How to qualify for entry on the register
To be included on the register you (and in appropriate cases all the individual members of your association) need to meet the following eligibility criteria:
- You must be aged 18 or over
- You must be a British citizen, a national of an EEA State other than the United Kingdom, or a national of Switzerland
- You must want to acquire a serviced plot of land to build a house to occupy as you sole or main home.
How do I make an application?
You can apply to be placed on the register by completing one of the application forms below. Once we have received your completed application we will:
- Determine your application within 28 days of receiving it
- If you are eligible, we will make an entry on the register and let you know that this has been done in writing within 28 days of determining the application. If the application is from an association, we will only notify the lead contact as identified in the application
- If you are not eligible we will write to you to explain the reasons for that decision within 28 days of determining the application. If the application is from an association, we will only notify the lead contact as identified in the application.

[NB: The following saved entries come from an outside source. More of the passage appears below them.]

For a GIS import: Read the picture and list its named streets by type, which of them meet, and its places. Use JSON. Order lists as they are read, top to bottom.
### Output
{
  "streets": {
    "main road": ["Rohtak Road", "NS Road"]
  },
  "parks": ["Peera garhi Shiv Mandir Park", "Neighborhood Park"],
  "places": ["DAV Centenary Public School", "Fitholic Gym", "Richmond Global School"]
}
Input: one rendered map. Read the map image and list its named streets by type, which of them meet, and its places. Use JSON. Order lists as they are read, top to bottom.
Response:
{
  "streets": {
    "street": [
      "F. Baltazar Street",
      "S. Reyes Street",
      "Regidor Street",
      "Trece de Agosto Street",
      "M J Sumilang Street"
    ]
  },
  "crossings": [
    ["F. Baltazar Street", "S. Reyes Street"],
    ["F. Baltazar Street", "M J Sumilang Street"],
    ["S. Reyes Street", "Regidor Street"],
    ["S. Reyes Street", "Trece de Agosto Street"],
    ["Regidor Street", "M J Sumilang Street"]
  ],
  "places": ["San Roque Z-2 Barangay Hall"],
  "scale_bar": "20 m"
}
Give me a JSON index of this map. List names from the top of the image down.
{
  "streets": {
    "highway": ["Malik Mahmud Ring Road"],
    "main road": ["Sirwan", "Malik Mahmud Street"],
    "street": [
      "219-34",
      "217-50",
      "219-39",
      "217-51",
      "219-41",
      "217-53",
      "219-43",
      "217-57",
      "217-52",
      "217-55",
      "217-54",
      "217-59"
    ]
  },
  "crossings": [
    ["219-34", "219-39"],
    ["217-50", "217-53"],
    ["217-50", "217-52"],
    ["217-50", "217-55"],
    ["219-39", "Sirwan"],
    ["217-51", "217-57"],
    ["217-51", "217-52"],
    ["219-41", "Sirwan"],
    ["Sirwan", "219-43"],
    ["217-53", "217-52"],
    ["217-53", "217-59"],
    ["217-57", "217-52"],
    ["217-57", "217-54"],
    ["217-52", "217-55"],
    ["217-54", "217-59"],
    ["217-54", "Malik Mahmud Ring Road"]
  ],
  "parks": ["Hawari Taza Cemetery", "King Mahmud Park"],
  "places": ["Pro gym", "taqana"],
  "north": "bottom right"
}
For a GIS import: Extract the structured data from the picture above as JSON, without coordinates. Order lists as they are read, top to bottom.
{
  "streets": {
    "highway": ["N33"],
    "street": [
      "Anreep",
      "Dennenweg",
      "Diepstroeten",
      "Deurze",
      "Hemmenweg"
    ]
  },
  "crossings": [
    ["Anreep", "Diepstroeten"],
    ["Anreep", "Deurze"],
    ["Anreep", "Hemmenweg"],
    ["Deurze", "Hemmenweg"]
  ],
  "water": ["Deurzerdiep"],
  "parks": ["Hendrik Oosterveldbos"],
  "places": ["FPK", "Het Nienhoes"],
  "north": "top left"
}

Any person who appears on the register may seek removal or amendment of details by submitting an email request to firstname.lastname@example.org or by sending a letter to the Housing Strategy Team at the address below.
Applications for entry on the register can be made online or by downloading and returning a form to email@example.com. If you prefer to download the form print it and return it by post, please send your completed application to The Housing Strategy Team, Bedford Borough Council, Borough Hall, Cauldwell Street, Bedford. MK42 9AP (please attach a stamp).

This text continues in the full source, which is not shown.